Home > Historical > A River Trilogy > Page 41
A River Trilogy Page 41

by W. D. Wetherell


  Low water can also be a problem, particularly in drought years like 1988 and 1995, or when the power company forgets its corporate responsibility toward the health and well-being of the fish. The river looks ugly and exposed at these times, and if hot weather kicks in you’ll see dead rainbows. But this is exceptional—most years, July is perfect.

  Between high water and low, there are at least five or six weeks each season when the river is completely unfishable, making for what is in effect a closed season within the open one—and yet when it’s over, when the level goes back up or falls back down, the fishing can be the best of the entire year.
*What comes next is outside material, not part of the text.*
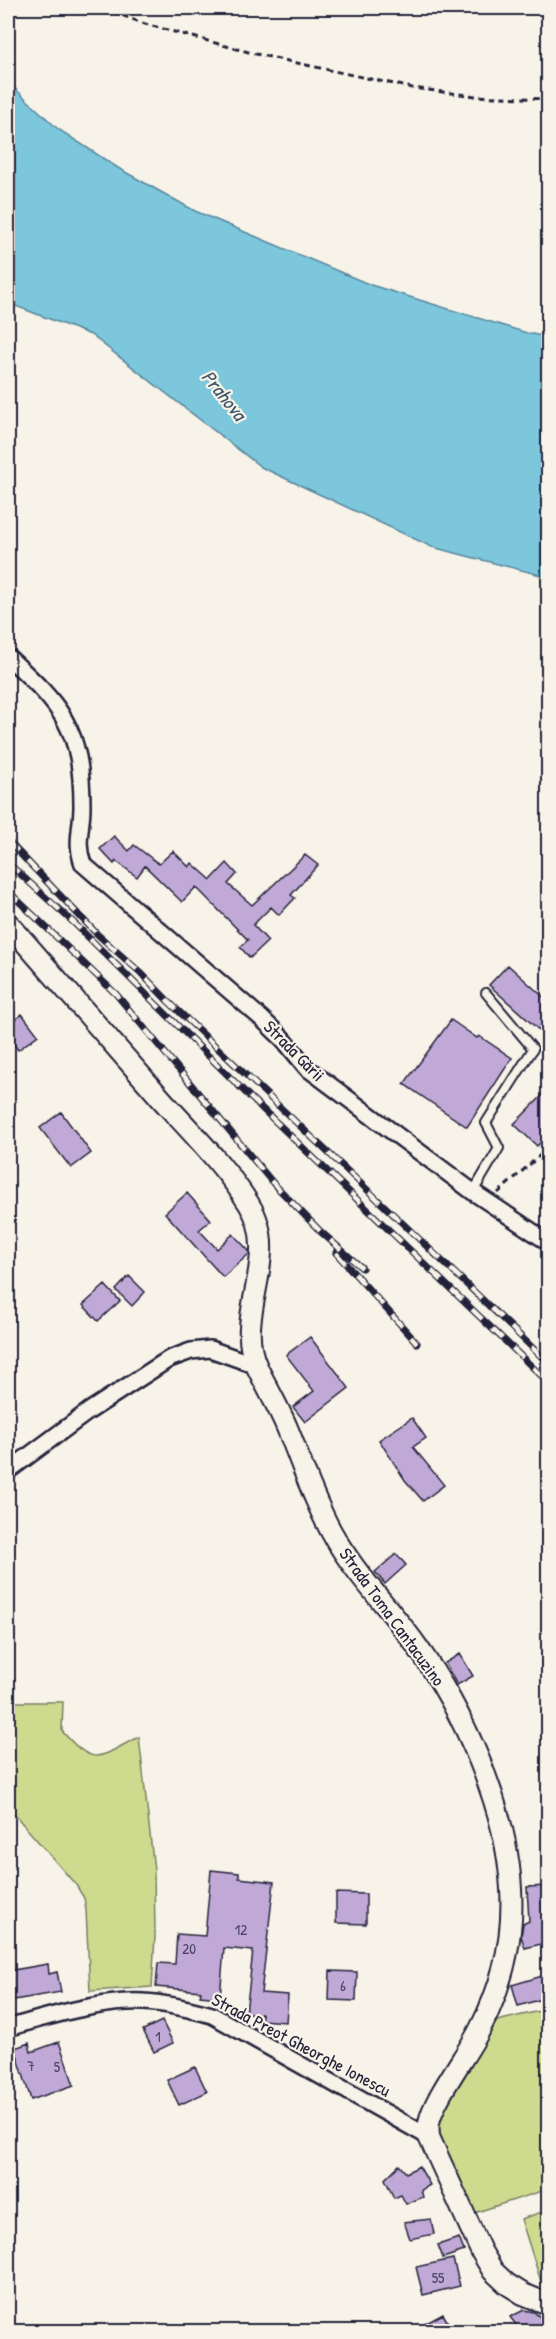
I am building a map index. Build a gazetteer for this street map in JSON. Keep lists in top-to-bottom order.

  That partly because of the difficult, sometimes dangerous water conditions, partly due to the fact that it’s inhabited by wild and moody trout, the Connecticut is not a river for beginners or the casual once-in-a-whiler. It’s a river that is constantly asking you to reach—reach with your cast, reach with your patience, reach with your wit—and someone who is inexperienced may find they’re being asked riddles they’re not quite ready to solve. The two most common fishing situations here are casting to rising trout in slow water where a single clumsy cast is enough to drive them sulking back to the depths, and fishing fast, turbulent pocket water where it can be hard not only to hook fish, but to even detect their strikes. Then, too, wading is difficult at the best of times; there’s that high water which will hold the timid in close to the banks, or the low water where the rocks become covered with weedy slime.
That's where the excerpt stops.